The [argument-pattern] is the name of the pattern to be used for collecting arguments.

The [substitute-pattern] is the name of the pattern to be used for substitution of special characters with the arguments in the definition. If this option is not used the default argument substitution is used. If this option exists but the definition string is empty, then the first argument is used in place of the definition. This can be used for macros such as the format macro of m4.

The [program-instructions] is a program that is executed just after the arguments are collected and before the builtin macro is executed or argument substitution. This can be used to set arguments to fixed values.

The optional [macro-set] is the name of a set of macros that will be used to define the macro in. If this option is not set, the macro is defined in the current active set of macros. The default macro set name at start is 0. If the macro set does not yet exist, it will be initialised.

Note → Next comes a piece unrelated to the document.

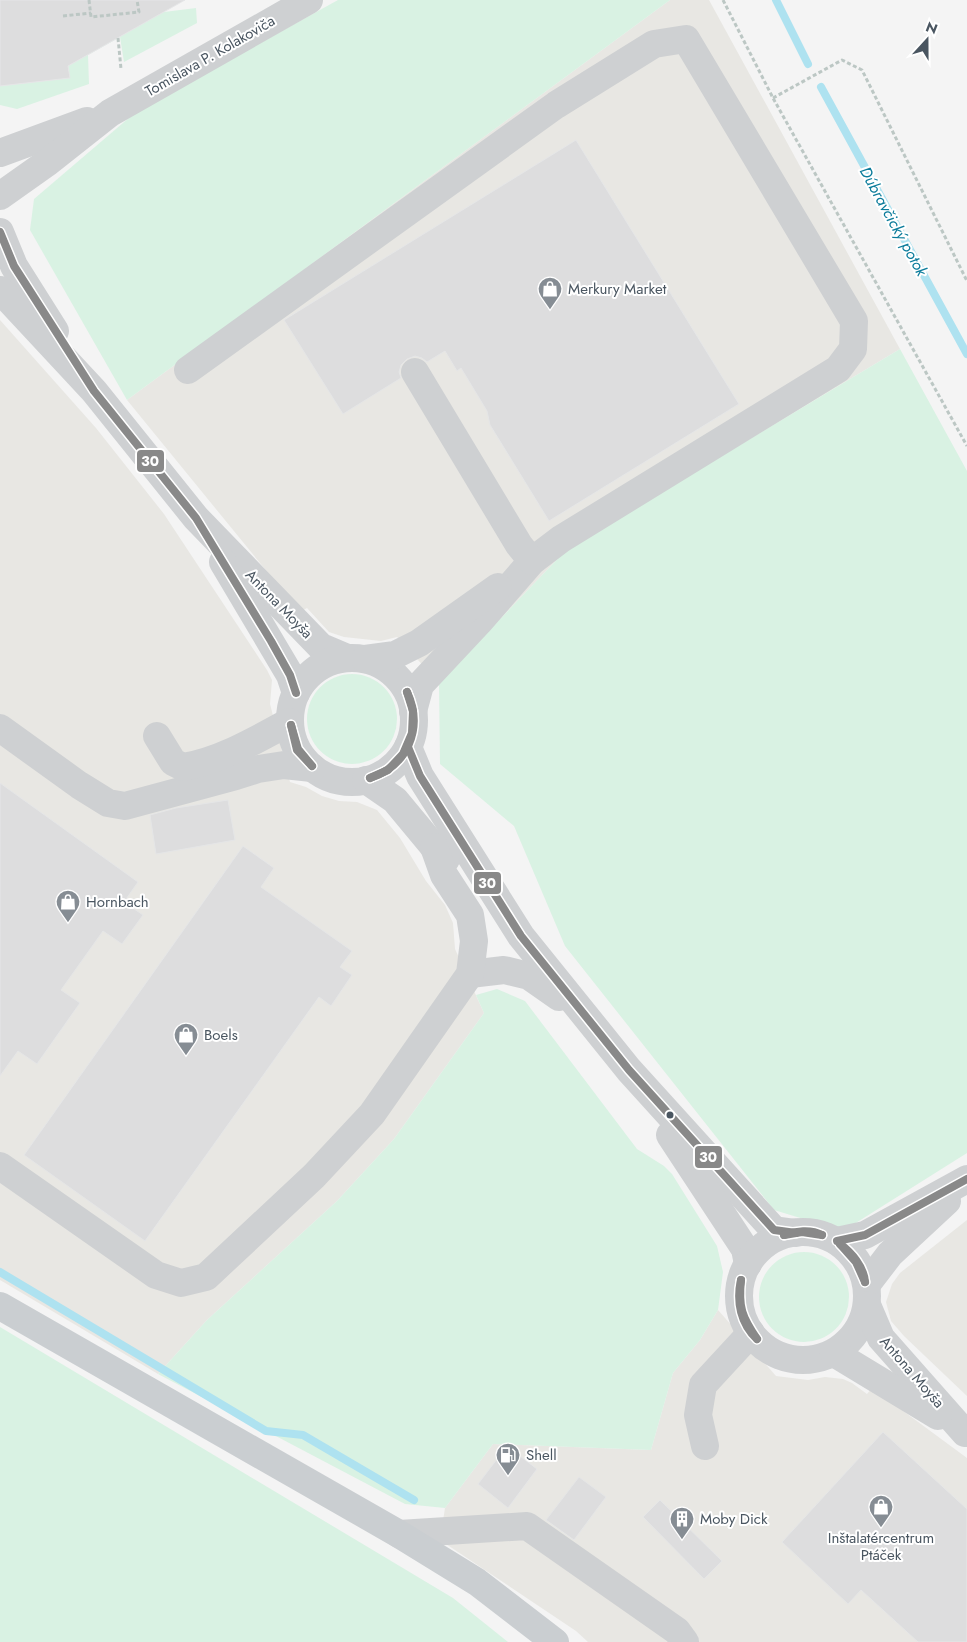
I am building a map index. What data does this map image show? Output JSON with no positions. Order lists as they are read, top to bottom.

The only macro 0_define available at the start using the pattern 0 for argument collection is defined as:

0_define:0_define:;;define;nr01;0

This definition has

0_define:: (second 0_define:) as the name of the macro. It is including the start (:) of the argument collection.
define: Is the builtin function.
nr01: The macro-settings meaning: no macro recursion (not necessary since no output), recursion during argument processing, no (0) pre-size, post-size of 1 (this is the : of the argument collection).
0: The pattern (named 0) for argument collection.

Output: none.

builtin: push name [definition] [builtin function] macro-settings [argument-pattern] [substitute-pattern] [program-instructions] [macro-set]

Similar to define, but saves the previous definition. The previous definition can be retrieved with pop. It redefines the user macro name using the same arguments as used in define.

Output: none.

builtin: undefine name [macro-set]

Deletes the macro name. The macro does not exist anymore after this.

If the [macro-set] is used then the macro is deleted from this macro set. If [macro-set] is not defined, then the current macro set is used. If the macro set named in [macro-set] does not exist, an error is output.

Output: none.

builtin: pop name [macro-set]

Retrieves the previous definition of the macro name.

If the [macro-set] is used then the macro is retrieved using this macro set. If [macro-set] is not defined, then the current macro set is used. If the macro set named in [macro-set] does not exist, an error is output.

Output: none.

builtin: copy from-name to-name [from macro-set] [to macro-set]

Copies the macro or mcall with from-name to the macro with to-name.

If the [from macro-set] is used then the macro is retrieved from this macro set. If the [to macro-set] is used then the macro is copied to this macro set. If the [from macro-set] or the [to macro-set] is not defined, then the current macro set is used.

If the macro set named in [from macro-set] or [to macro-set] does not exist, an error is output.

Output: none.

builtin: pushcopy from-name to-name [from macro-set] [to macro-set]

Similar to copy, but saves the previous definition of the to-name macro. The previous definition can be retrieved with pop.

Output: none.

builtin: set_info name info [macro-set]

With this function a special information text can be set in a macro. This information text can be retrieved with the function info by outputting the ninth argument.

The name is the name of the macro for which to set the information text.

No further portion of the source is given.